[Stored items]
Start of Block

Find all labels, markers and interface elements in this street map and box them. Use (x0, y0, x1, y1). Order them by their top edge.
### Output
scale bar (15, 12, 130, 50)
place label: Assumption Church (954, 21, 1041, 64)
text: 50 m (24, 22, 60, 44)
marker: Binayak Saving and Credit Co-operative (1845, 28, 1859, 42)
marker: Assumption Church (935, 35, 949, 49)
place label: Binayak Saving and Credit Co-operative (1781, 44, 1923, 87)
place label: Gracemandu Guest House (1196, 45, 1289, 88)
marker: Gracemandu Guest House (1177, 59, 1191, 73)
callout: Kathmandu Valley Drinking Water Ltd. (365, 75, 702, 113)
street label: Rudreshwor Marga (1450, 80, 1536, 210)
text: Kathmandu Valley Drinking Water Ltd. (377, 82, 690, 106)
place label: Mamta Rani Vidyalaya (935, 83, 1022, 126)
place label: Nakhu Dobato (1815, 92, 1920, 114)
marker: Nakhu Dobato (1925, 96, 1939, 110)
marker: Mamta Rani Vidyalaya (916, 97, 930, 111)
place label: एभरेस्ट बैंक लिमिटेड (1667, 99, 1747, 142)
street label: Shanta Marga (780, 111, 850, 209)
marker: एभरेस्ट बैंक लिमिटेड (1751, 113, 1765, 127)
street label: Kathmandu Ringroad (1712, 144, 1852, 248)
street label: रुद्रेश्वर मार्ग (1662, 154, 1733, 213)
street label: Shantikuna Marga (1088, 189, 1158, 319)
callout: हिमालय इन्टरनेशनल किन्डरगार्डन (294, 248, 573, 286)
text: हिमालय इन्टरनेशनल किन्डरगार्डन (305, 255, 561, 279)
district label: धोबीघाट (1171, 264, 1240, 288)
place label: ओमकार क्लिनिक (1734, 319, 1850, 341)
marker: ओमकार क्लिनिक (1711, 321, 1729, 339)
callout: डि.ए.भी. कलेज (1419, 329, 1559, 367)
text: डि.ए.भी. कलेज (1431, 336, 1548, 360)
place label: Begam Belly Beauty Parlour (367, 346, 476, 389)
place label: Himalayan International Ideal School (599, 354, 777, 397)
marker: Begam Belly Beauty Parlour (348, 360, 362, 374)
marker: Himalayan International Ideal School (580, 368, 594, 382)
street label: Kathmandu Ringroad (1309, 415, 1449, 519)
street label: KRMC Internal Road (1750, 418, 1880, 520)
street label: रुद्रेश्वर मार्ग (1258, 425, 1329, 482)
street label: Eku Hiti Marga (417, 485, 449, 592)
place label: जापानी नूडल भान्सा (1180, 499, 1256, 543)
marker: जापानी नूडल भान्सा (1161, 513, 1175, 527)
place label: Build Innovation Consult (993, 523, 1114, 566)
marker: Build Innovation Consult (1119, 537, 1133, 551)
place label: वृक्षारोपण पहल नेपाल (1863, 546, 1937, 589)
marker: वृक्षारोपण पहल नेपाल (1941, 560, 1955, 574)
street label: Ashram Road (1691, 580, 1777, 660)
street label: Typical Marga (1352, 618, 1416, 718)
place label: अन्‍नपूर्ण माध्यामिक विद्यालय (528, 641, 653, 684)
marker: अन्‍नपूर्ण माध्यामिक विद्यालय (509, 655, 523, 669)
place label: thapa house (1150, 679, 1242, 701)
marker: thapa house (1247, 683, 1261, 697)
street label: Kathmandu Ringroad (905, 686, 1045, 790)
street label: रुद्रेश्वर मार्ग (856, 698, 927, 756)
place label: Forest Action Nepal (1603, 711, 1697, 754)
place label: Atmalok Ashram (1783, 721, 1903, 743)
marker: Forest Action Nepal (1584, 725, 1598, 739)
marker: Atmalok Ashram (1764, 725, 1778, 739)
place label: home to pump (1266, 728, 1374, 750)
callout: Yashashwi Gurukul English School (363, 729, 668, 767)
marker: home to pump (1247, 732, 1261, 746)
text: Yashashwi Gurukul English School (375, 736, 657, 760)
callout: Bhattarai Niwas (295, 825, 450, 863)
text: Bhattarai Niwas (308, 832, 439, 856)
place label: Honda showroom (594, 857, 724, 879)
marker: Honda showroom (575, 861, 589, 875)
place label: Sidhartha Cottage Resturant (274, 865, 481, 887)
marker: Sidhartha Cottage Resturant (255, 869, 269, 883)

End of Block

__Problem description__.
Each record above has to be set down again, word for word.

__Answer to the exercise__.
Find all labels, markers and interface elements in this street map and box them. Use (x0, y0, x1, y1). Order them by their top edge.
### Output
scale bar (15, 12, 130, 50)
place label: Assumption Church (954, 21, 1041, 64)
text: 50 m (24, 22, 60, 44)
marker: Binayak Saving and Credit Co-operative (1845, 28, 1859, 42)
marker: Assumption Church (935, 35, 949, 49)
place label: Binayak Saving and Credit Co-operative (1781, 44, 1923, 87)
place label: Gracemandu Guest House (1196, 45, 1289, 88)
marker: Gracemandu Guest House (1177, 59, 1191, 73)
callout: Kathmandu Valley Drinking Water Ltd. (365, 75, 702, 113)
street label: Rudreshwor Marga (1450, 80, 1536, 210)
text: Kathmandu Valley Drinking Water Ltd. (377, 82, 690, 106)
place label: Mamta Rani Vidyalaya (935, 83, 1022, 126)
place label: Nakhu Dobato (1815, 92, 1920, 114)
marker: Nakhu Dobato (1925, 96, 1939, 110)
marker: Mamta Rani Vidyalaya (916, 97, 930, 111)
place label: एभरेस्ट बैंक लिमिटेड (1667, 99, 1747, 142)
street label: Shanta Marga (780, 111, 850, 209)
marker: एभरेस्ट बैंक लिमिटेड (1751, 113, 1765, 127)
street label: Kathmandu Ringroad (1712, 144, 1852, 248)
street label: रुद्रेश्वर मार्ग (1662, 154, 1733, 213)
street label: Shantikuna Marga (1088, 189, 1158, 319)
callout: हिमालय इन्टरनेशनल किन्डरगार्डन (294, 248, 573, 286)
text: हिमालय इन्टरनेशनल किन्डरगार्डन (305, 255, 561, 279)
district label: धोबीघाट (1171, 264, 1240, 288)
place label: ओमकार क्लिनिक (1734, 319, 1850, 341)
marker: ओमकार क्लिनिक (1711, 321, 1729, 339)
callout: डि.ए.भी. कलेज (1419, 329, 1559, 367)
text: डि.ए.भी. कलेज (1431, 336, 1548, 360)
place label: Begam Belly Beauty Parlour (367, 346, 476, 389)
place label: Himalayan International Ideal School (599, 354, 777, 397)
marker: Begam Belly Beauty Parlour (348, 360, 362, 374)
marker: Himalayan International Ideal School (580, 368, 594, 382)
street label: Kathmandu Ringroad (1309, 415, 1449, 519)
street label: KRMC Internal Road (1750, 418, 1880, 520)
street label: रुद्रेश्वर मार्ग (1258, 425, 1329, 482)
street label: Eku Hiti Marga (417, 485, 449, 592)
place label: जापानी नूडल भान्सा (1180, 499, 1256, 543)
marker: जापानी नूडल भान्सा (1161, 513, 1175, 527)
place label: Build Innovation Consult (993, 523, 1114, 566)
marker: Build Innovation Consult (1119, 537, 1133, 551)
place label: वृक्षारोपण पहल नेपाल (1863, 546, 1937, 589)
marker: वृक्षारोपण पहल नेपाल (1941, 560, 1955, 574)
street label: Ashram Road (1691, 580, 1777, 660)
street label: Typical Marga (1352, 618, 1416, 718)
place label: अन्‍नपूर्ण माध्यामिक विद्यालय (528, 641, 653, 684)
marker: अन्‍नपूर्ण माध्यामिक विद्यालय (509, 655, 523, 669)
place label: thapa house (1150, 679, 1242, 701)
marker: thapa house (1247, 683, 1261, 697)
street label: Kathmandu Ringroad (905, 686, 1045, 790)
street label: रुद्रेश्वर मार्ग (856, 698, 927, 756)
place label: Forest Action Nepal (1603, 711, 1697, 754)
place label: Atmalok Ashram (1783, 721, 1903, 743)
marker: Forest Action Nepal (1584, 725, 1598, 739)
marker: Atmalok Ashram (1764, 725, 1778, 739)
place label: home to pump (1266, 728, 1374, 750)
callout: Yashashwi Gurukul English School (363, 729, 668, 767)
marker: home to pump (1247, 732, 1261, 746)
text: Yashashwi Gurukul English School (375, 736, 657, 760)
callout: Bhattarai Niwas (295, 825, 450, 863)
text: Bhattarai Niwas (308, 832, 439, 856)
place label: Honda showroom (594, 857, 724, 879)
marker: Honda showroom (575, 861, 589, 875)
place label: Sidhartha Cottage Resturant (274, 865, 481, 887)
marker: Sidhartha Cottage Resturant (255, 869, 269, 883)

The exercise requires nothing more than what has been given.